In a large study using province-wide data, Dr. Gill and his colleagues discovered that people who used cholinesterase inhibitors were hospitalized for fainting almost twice as often as people with dementia who did not receive these drugs. Experiencing a slowed heart-rate was 69 per cent more common amongst cholinesterase inhibitor users. In addition, people taking the dementia drugs had a 49 per cent increased chance of having permanent pacemakers implanted and an 18 per cent increased risk of hip fractures.
Unfortunately, Dr. Gill continues, this class of drugs is one of the few effective dementia treatments available today. Acknowledging that these drugs do have an important role in the management of dementia, he suggests that people who are already at a higher risk (for example, those who have had previous episodes of fainting or slowed heart rate) may want to ask their doctors to reassess the value of taking the drugs.
Slowing of the heart rate from cholinesterase inhibitors, if significant, may cause a person to faint and suffer fall-related injuries such as a broken hip - often debilitating and sometimes fatal for seniors. However, many physicians aren't aware of the connection between these problems and the dementia drugs, Dr. Gill notes.
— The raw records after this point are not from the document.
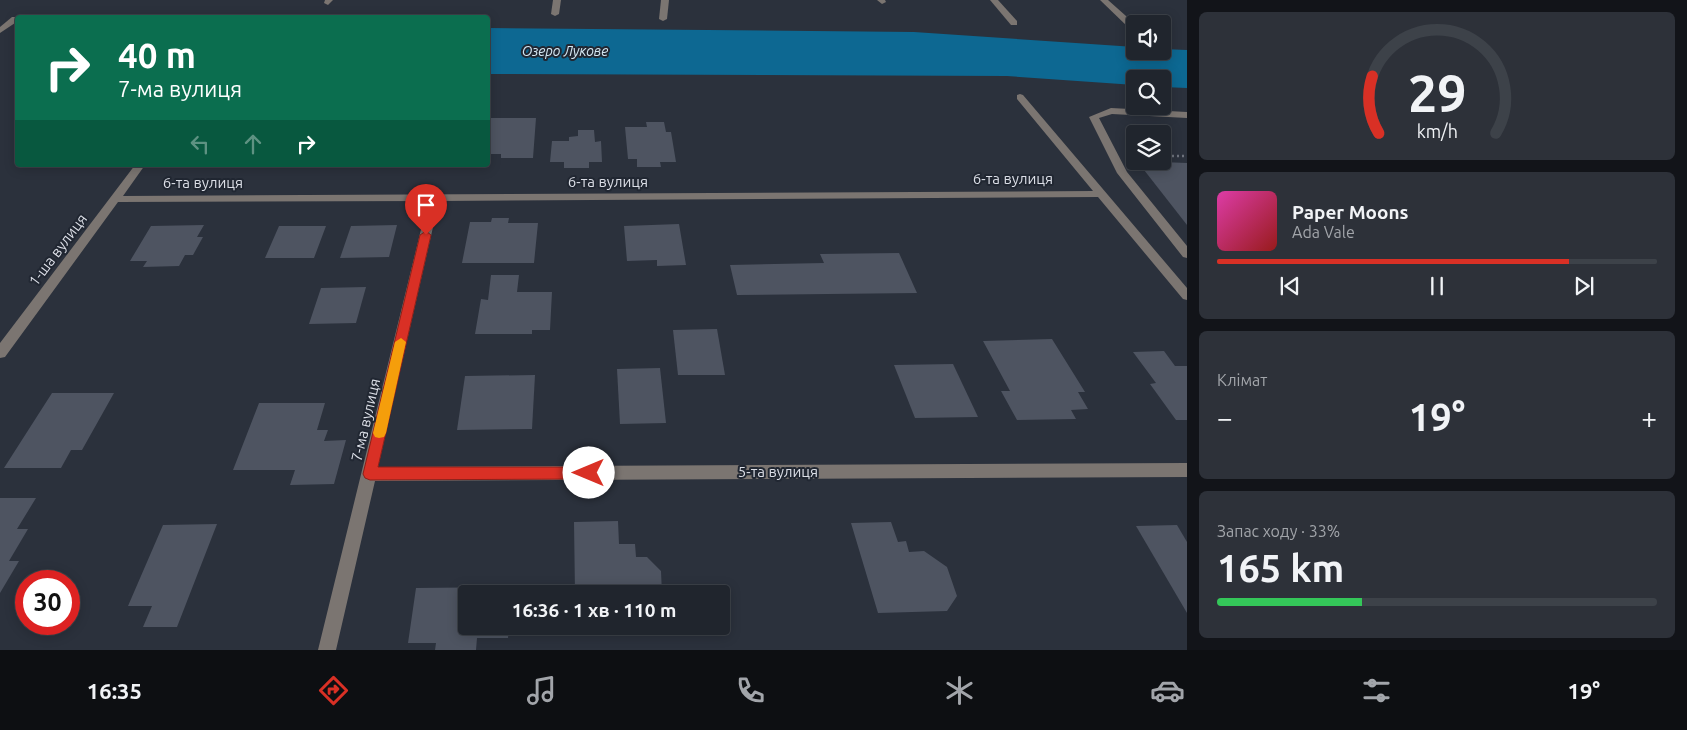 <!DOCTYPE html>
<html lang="uk">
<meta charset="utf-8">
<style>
body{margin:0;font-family:Ubuntu,sans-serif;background:#2d3139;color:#f1f3f6;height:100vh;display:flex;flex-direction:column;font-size:19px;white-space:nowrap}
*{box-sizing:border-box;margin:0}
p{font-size:16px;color:#a2a5aa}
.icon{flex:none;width:28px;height:28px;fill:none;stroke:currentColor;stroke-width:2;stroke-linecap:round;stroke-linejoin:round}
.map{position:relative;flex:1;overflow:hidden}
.sheet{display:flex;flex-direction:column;gap:12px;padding:12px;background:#121419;width:500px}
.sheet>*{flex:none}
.top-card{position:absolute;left:15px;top:15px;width:475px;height:152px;border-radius:5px;box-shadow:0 2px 12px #0003,0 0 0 1px #3d4249;background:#0b6e4f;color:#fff;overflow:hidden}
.buttons{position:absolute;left:1126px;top:15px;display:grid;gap:10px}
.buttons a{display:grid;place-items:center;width:45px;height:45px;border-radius:5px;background:#20252d;box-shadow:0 2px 12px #0003,0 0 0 1px #3d4249;font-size:25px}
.speed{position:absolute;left:15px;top:570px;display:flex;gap:10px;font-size:25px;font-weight:700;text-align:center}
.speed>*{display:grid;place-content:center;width:65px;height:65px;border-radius:50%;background:#20252d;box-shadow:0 2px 12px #0003,0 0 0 1px #3d4249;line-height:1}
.speed .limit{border:8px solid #d22;background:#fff;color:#111}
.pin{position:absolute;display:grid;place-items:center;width:42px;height:42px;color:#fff;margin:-51px -21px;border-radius:50% 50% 50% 0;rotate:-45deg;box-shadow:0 0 5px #0007}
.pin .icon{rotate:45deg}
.me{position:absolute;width:55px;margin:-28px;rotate:270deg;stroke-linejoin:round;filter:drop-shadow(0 0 4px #0008)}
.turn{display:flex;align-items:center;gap:18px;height:105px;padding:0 20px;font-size:22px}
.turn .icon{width:65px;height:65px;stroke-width:2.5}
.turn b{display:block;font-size:35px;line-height:42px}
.lanes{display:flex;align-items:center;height:48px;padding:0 20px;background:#0003;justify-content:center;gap:25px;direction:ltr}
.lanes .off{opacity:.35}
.big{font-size:38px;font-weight:600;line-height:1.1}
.sheet .card{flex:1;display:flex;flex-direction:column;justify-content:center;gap:8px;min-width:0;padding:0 18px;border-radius:8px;background:#2d3139}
.sheet .dial{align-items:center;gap:0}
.dial svg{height:130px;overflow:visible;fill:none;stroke:#3d4249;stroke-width:7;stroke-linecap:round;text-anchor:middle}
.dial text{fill:#f1f3f6;stroke:none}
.song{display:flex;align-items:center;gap:15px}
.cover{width:60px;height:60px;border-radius:8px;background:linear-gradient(135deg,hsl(320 70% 55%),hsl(0 70% 35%))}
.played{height:5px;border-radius:2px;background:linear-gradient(90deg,#d93025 80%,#3d4249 80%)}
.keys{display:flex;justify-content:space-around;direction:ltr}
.heat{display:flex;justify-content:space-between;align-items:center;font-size:28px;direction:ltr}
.charge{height:8px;border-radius:4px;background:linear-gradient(90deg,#34c759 33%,#3d4249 0)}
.trip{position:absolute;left:458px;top:585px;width:272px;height:50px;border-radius:5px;background:#20252d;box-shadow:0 2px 12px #0003,0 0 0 1px #3d4249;font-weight:600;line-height:50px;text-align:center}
.dock{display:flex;height:80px;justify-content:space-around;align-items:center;background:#0d0f12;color:#a2a5aa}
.dock .icon{width:35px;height:35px}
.dock .selected{color:#d93025}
.dock b{font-size:22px;color:#f1f3f6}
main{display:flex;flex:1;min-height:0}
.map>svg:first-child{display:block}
</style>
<main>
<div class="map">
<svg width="1187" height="650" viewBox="0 0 1187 650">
<rect width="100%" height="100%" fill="#2b313c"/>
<path fill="#0d6892" d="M488,28l426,4 221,15v4h27l1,-2 24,1v38l-24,-1 -1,-8h-27v6l-128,-9 -519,-2z"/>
<g fill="#4e5461">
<path d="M489,118h47l-3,40h-32v-4h-13z"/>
<path d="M646,122h18l2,10h5l5,30h-16l1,5h-24v-8h-9l-3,-32h22z"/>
<path d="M578,130h16l1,12 6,-1 1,21h-13v6h-25v-6h-14l2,-21h17v-4l9,-1z"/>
<path d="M1137,161l50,2v62z"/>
<path d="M492,218h17l-1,5h30l-4,40h-72l8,-41h21z"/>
<path d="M679,224l7,41 -29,1v-6l-30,1 -3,-35z"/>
<path d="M204,225l-7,12h6l-10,18h-8l-6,11 -36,1 4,-6h-17l21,-35z"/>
<path d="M397,225l-8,32 -49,1 11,-32z"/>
<path d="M279,226h47l-12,32h-49z"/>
<path d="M899,253l18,40 -180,2 -7,-30 94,-2 -4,-9z"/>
<path d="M491,275h28l-2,17h35l-2,38h-18v4h-57l6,-35 7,1z"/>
<path d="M366,287l-10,36 -47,1 12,-36z"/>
<path d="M717,329l8,46h-47l-5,-45z"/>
<path d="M1052,339l33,53h-7l10,17 -17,1 5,9 -59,1 -16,-29h9l-27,-50z"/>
<path d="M1164,351l11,15h12v54h-11l-26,-36 6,-1 -23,-31z"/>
<path d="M953,364l25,53 -63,1 -21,-53z"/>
<path d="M660,368l6,55 -46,1 -3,-55z"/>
<path d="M535,375l-3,54 -75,1 8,-54z"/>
<path d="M52,393h62l-32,57h-11l-10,18h-57z"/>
<path d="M259,403h66l-8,27h11l-4,11 22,-1 -12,44 -44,1 5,-15h-62z"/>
<path d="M0,498h36l-19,31h11l-19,32h10l-19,32z"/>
<path d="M618,521l1,23h16l1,13h11l14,14 1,23h-87l-1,-72z"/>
<path d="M891,522l7,20 8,-1 3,11 15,-1 23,16 10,29 -10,15 -69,2 -27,-90z"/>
<path d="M217,524l-40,103h-34l9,-21h-24l35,-81z"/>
<path d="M1177,525l10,17v71l-51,-87z"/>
<path d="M511,587v7h-45v32h43l-1,12h-31l-1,12h-41l1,-7h-28l8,-55z"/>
</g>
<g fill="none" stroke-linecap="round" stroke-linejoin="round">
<path stroke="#6d727c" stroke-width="2.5" stroke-dasharray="2 3" stroke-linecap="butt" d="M1162,156h25"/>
<g fill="#7b7571" fill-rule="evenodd">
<path d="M325,0h8l-5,5 -4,-2z"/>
<path d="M553,0h8l-2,14 -4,2 -4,-2z"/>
<path d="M661,0h8l-2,19 -4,2 -4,-2z"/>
<path d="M877,0h8l1,2 -4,2z"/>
<path d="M990,0h8l19,21v4h-6z"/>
<path d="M1100,0h8l27,24v4h-6z"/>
<path d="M12,17h6v4l-18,12v-6z"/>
<path d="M1020,94l3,1 164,193v12l-4,-1 -85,-102 -659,4 -61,266 809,-4v14l-812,4 -39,169h-18l110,-449 -310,1 -113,155 -5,1v-15l135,-178h10l-22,31 970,-5 -76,-92v-4z"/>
<path d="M1111,108l76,4v6l-75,-4 -13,4 28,54 60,74v12l-4,-1 -66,-84 -28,-56z"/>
</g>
</g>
<path fill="#d93025" stroke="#8d1f18" d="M426,231l5,4 -53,232h211l5,2 2,4 -2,4 -5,2 -219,1 -5,-2 -2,-4 57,-239z"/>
<path fill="#f59e0b" d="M401,338l5,4 -20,91 -2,4 -5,1 -4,-1 -2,-4 22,-91z"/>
<g text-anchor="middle" stroke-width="4" stroke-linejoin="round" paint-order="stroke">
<g font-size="14" font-style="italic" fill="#d4e7f3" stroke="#212732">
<text x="565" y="56">Озеро Лукове</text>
</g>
<g font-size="15" fill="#dcdfe7" stroke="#212732">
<text x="1013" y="184">6-та вулиця</text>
<text x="608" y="187">6-та вулиця</text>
<text x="203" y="188">6-та вулиця</text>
<text transform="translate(58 250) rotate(-53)" y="5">1-ша вулиця</text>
<text transform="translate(366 420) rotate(-77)" y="5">7-ма вулиця</text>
<text x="778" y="477">5-та вулиця</text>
</g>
</g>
</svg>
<div class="buttons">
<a><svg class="icon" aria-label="sound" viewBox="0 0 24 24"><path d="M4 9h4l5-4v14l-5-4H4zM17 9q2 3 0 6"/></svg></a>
<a><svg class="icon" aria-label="search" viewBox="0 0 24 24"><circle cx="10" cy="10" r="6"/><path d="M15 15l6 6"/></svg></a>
<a><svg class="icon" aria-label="layers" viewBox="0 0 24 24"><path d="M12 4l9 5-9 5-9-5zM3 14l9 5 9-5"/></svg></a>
</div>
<div class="speed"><div class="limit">30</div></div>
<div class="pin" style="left:426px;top:235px;background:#d93025"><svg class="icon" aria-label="arrive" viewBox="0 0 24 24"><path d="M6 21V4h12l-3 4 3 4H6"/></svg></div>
<svg class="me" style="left:589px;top:473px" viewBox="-20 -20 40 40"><circle r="19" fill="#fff"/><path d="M0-13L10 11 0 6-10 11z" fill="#d93025"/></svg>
<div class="trip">16:36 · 1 хв · 110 m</div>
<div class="top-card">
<div class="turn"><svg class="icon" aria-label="right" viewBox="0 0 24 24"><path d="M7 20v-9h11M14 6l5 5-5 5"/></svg><div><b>40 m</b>7-ма вулиця</div></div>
<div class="lanes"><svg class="icon off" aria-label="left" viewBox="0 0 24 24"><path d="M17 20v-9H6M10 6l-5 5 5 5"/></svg><svg class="icon off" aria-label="ahead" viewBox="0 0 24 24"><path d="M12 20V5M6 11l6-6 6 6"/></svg><svg class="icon" aria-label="right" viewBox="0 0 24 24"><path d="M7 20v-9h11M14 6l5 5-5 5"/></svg></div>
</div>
</div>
<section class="sheet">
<div class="card dial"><svg viewBox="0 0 100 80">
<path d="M14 69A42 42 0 1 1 86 69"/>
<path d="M14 69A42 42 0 0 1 10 34" stroke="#d93025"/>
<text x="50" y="56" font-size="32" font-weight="700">29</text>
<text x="50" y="72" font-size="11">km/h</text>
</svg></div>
<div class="card">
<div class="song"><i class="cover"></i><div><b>Paper Moons</b><p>Ada Vale</p></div></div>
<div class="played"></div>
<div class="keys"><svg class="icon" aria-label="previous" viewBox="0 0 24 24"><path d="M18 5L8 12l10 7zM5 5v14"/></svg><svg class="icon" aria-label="pause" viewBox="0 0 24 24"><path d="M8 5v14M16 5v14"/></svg><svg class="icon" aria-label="next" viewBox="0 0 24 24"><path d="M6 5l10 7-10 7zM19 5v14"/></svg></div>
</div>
<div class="card"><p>Клімат</p>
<div class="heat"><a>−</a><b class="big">19°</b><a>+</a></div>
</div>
<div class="card"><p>Запас ходу · 33%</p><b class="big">165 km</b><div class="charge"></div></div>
</section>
</main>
<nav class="dock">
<b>16:35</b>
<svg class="icon selected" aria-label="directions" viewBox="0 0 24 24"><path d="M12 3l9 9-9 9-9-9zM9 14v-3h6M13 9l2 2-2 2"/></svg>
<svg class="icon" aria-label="music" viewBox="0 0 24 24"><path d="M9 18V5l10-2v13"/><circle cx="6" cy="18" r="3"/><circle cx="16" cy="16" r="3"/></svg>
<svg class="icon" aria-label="phone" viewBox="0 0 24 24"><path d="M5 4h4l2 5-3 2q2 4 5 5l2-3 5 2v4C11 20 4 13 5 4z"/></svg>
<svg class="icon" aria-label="climate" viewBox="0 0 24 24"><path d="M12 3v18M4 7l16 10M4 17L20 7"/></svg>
<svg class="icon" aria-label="car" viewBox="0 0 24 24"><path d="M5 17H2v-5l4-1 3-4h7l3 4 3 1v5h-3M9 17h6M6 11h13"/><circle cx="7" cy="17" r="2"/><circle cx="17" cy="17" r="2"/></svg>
<svg class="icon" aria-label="filters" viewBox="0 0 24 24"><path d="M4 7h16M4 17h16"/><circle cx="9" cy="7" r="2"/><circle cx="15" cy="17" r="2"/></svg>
<b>19°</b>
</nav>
If the association with dementia drugs is not identified, people who faint may be prescribed a permanent pacemaker: an invasive procedure that can involve serious complications for seniors. Both the injuries incurred from falling and the risks from pacemaker implants are "downstream consequences" of not recognizing this drug-induced phenomenon.
The findings are published in the journal, Archives of Internal Medicine.
Scientists from the Institute for Clinical Evaluative Sciences, the University of Toronto and Harvard University are also on the research team.
The study uses data housed at the Institute for Clinical Evaluative Sciences (ICES). Ontario's first satellite unit of ICES was established at Queen's in 2007 to provide university researchers with electronic access to Ontario health datasets and population registries by secured and encrypted lines. Areas of focus at Queen's include cancer, pharmacological studies and dementia.